Отдельно стоит сказать про князя Игоря. В нашей истории это Великий князь Киевский, имел прозвище Игорь Старый. В школьных учебниках в основном говориться, что Игорь был воспитанником князя Олега, был женат на его племяннице Ольге (первой христианской княгине Ольге Святой)… И был убит, когда решил взять с племени древлян двойную дань. Дальше учебники подробно описывают месть Ольги за мужа, её правление и принятие христианства. А ведь Игорь правил Русью больше тридцати лет! И, на мой взгляд, этот выдающийся государственный деятель забыт сегодня незаслуженно.

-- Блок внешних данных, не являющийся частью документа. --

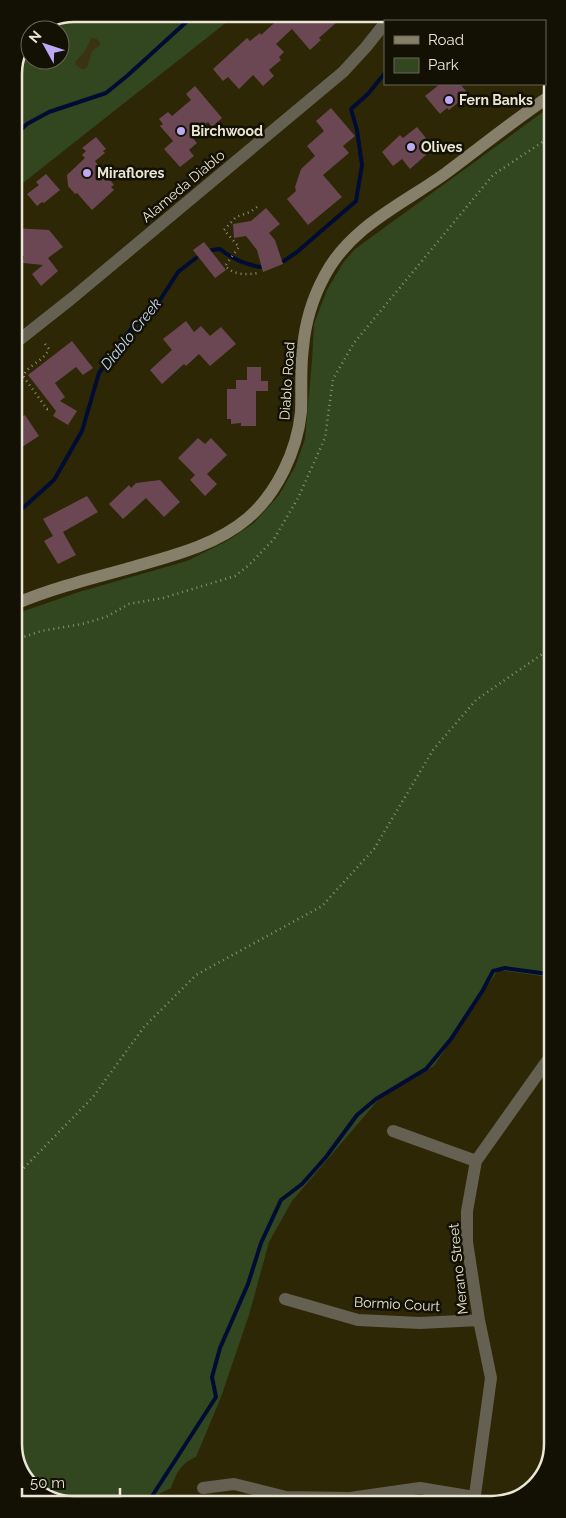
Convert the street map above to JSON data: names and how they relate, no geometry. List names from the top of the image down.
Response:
{
  "streets": {
    "street": [
      "Alameda Diablo",
      "Diablo Road",
      "Merano Street",
      "Bormio Court"
    ]
  },
  "crossings": [
    ["Merano Street", "Bormio Court"]
  ],
  "water": ["Diablo Creek"],
  "places": [
    "Fern Banks",
    "Birchwood",
    "Olives",
    "Miraflores"
  ],
  "legend": ["Road", "Park"],
  "scale_bar": "50 m",
  "north": "top left"
}
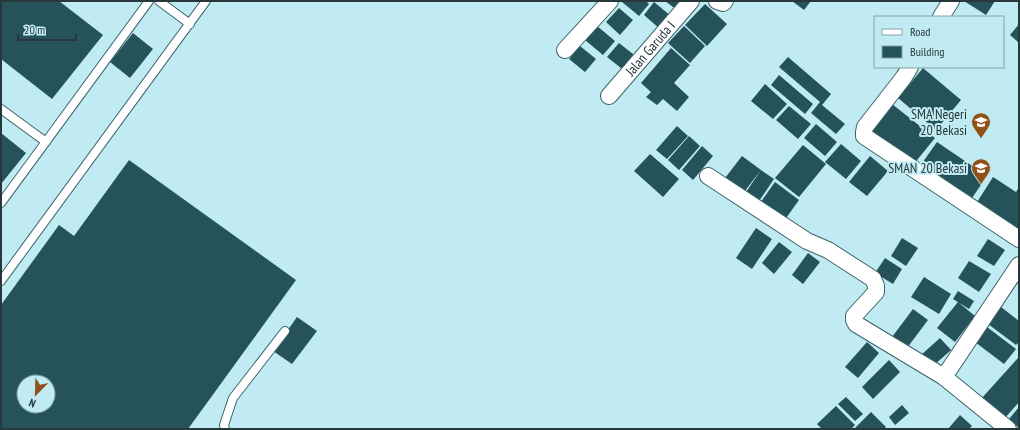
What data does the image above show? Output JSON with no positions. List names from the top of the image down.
{
  "streets": {
    "street": ["Jalan Garuda I"]
  },
  "places": {
    "school or university": ["SMA Negeri 20 Bekasi", "SMAN 20 Bekasi"]
  },
  "legend": ["Road", "Building"],
  "scale_bar": "20 m",
  "north": "bottom left"
}
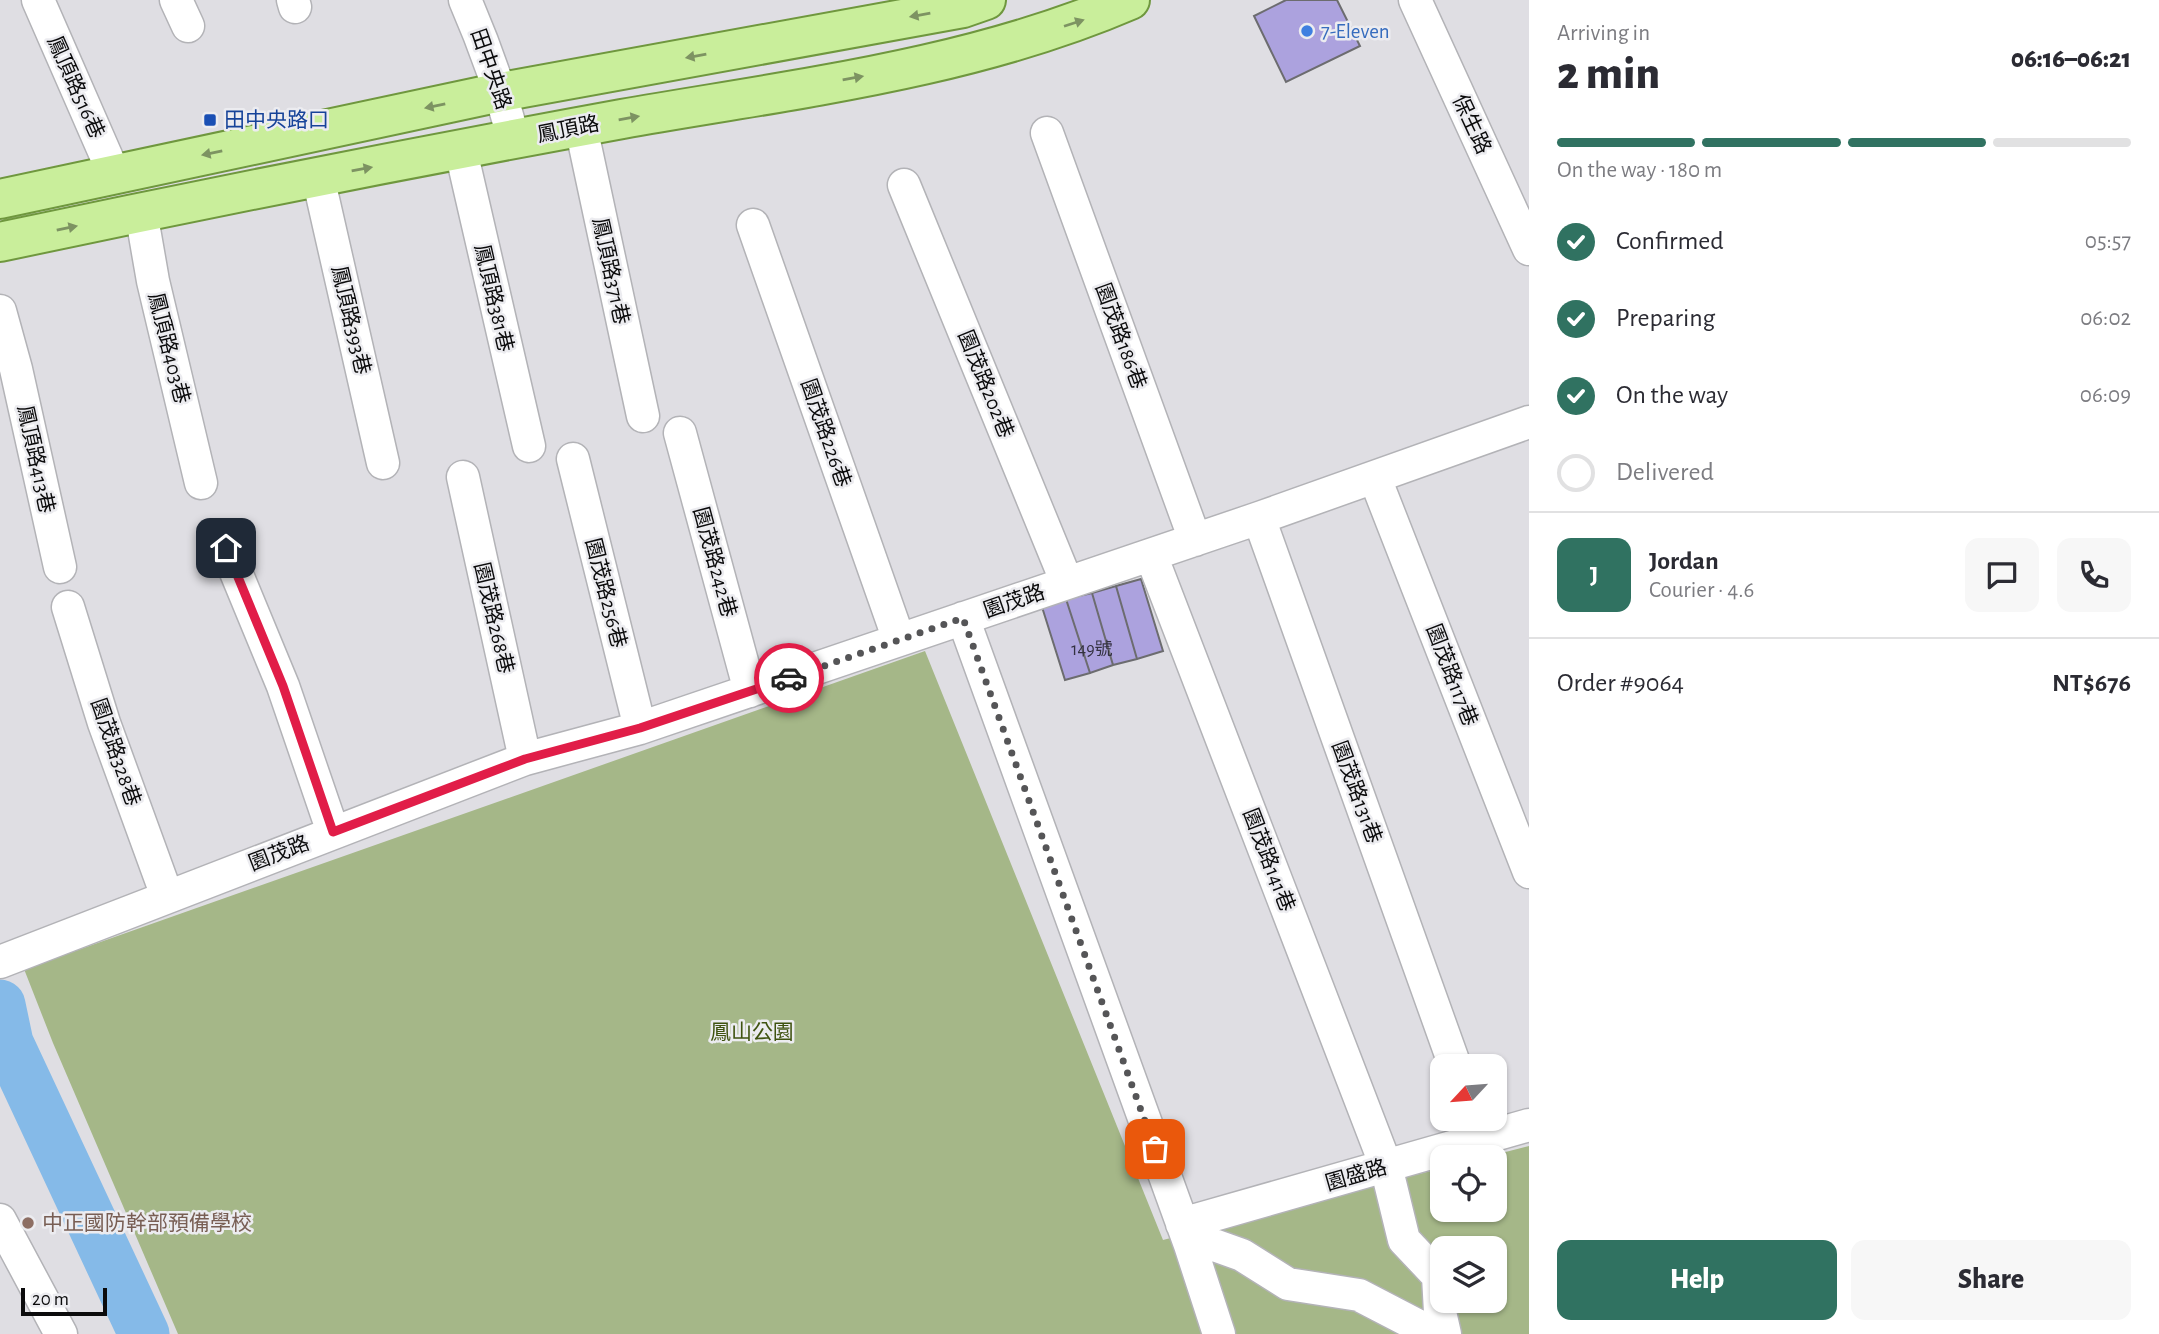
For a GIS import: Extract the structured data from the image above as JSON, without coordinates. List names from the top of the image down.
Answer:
{
  "streets": {
    "main road": ["鳳頂路"],
    "street": [
      "田中央路",
      "鳳頂路516巷",
      "保生路",
      "鳳頂路371巷",
      "鳳頂路381巷",
      "鳳頂路393巷",
      "園茂路186巷",
      "鳳頂路403巷",
      "園茂路202巷",
      "園茂路226巷",
      "鳳頂路413巷",
      "園茂路242巷",
      "園茂路256巷",
      "園茂路",
      "園茂路268巷",
      "園茂路117巷",
      "園茂路328巷",
      "園茂路131巷",
      "園茂路141巷",
      "園盛路"
    ]
  },
  "crossings": [
    ["田中央路", "鳳頂路"],
    ["鳳頂路", "鳳頂路371巷"],
    ["鳳頂路", "鳳頂路381巷"],
    ["鳳頂路", "鳳頂路393巷"],
    ["鳳頂路", "鳳頂路403巷"],
    ["園茂路186巷", "園茂路"],
    ["園茂路202巷", "園茂路"],
    ["園茂路226巷", "園茂路"],
    ["園茂路242巷", "園茂路"],
    ["園茂路256巷", "園茂路"],
    ["園茂路", "園茂路268巷"],
    ["園茂路", "園茂路117巷"],
    ["園茂路", "園茂路328巷"],
    ["園茂路", "園茂路131巷"],
    ["園茂路", "園茂路141巷"],
    ["園茂路141巷", "園盛路"]
  ],
  "parks": ["鳳山公園"],
  "places": {
    "other": ["7-Eleven", "中正國防幹部預備學校"],
    "transit": ["田中央路口"]
  },
  "house_numbers": ["149號"],
  "scale_bar": "20 m",
  "north": "bottom left",
  "page": {
    "heading": ["2 min", "Arriving in", "06:16–06:21"],
    "panel": [
      "Jordan",
      "Courier · 4.6",
      "Order #9064",
      "NT$676"
    ],
    "bar": "On the way · 180 m",
    "list": [
      ["Confirmed", "05:57"],
      ["Preparing", "06:02"],
      ["On the way", "06:09"],
      "Delivered"
    ],
    "round": "J",
    "buttons": ["Help", "Share"],
    "scale": "20 m"
  }
}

Историк Николай Михайлович Карамзин тонко подметил особенность великого князя Киевского: «Игорь в зрелом возрасте мужа принял власть опасную: ибо современники и потомство требуют величия от наследников Государя великого, или презирают недостойных». Игорь Рюрикович в отечественной истории получил прозвище Игорь Старый. Его прозвали так за долгие годы державной работы, состоявшей не только из постоянных военных походов во все стороны от стольного града Киева. Мы помним, как Вещий Олег прибил свой щит на воротах Константинополя — но в 944 году именно Игорь заставил византийцев снова трепетать в страхе, что киевское войско опять всего в нескольких переходах от столицы империи. Именно Игорь Старый занимается превращением Руси из аморфного собрания племён, выплачивающих дань киевскому князю только как сильнейшему — в державу. Где не покорённые народы выплачивают разовую произвольную дань сильнейшему, а княжеский тиун и посадник собирают с провинций раз и навсегда установленные налоги. Дружина именно при Игоре становится не вольницей, которая служит князю за добычу, а войском, которое служит за славу, статус и постоянную плату. И гибель Игоря связана именно с сопротивлением тех, кто не хотел расставаться с прежними порядками. После него в русской княжеской семье будет немало Игорей — Игорь Ольгович, Игорь Святославич и так далее. Прозвище Старый (то есть старейшина) остался носить только один из них. А созданная им и его женой Ольгой держава просуществовала несколько столетий и стала образцом для создания уже Русского государства.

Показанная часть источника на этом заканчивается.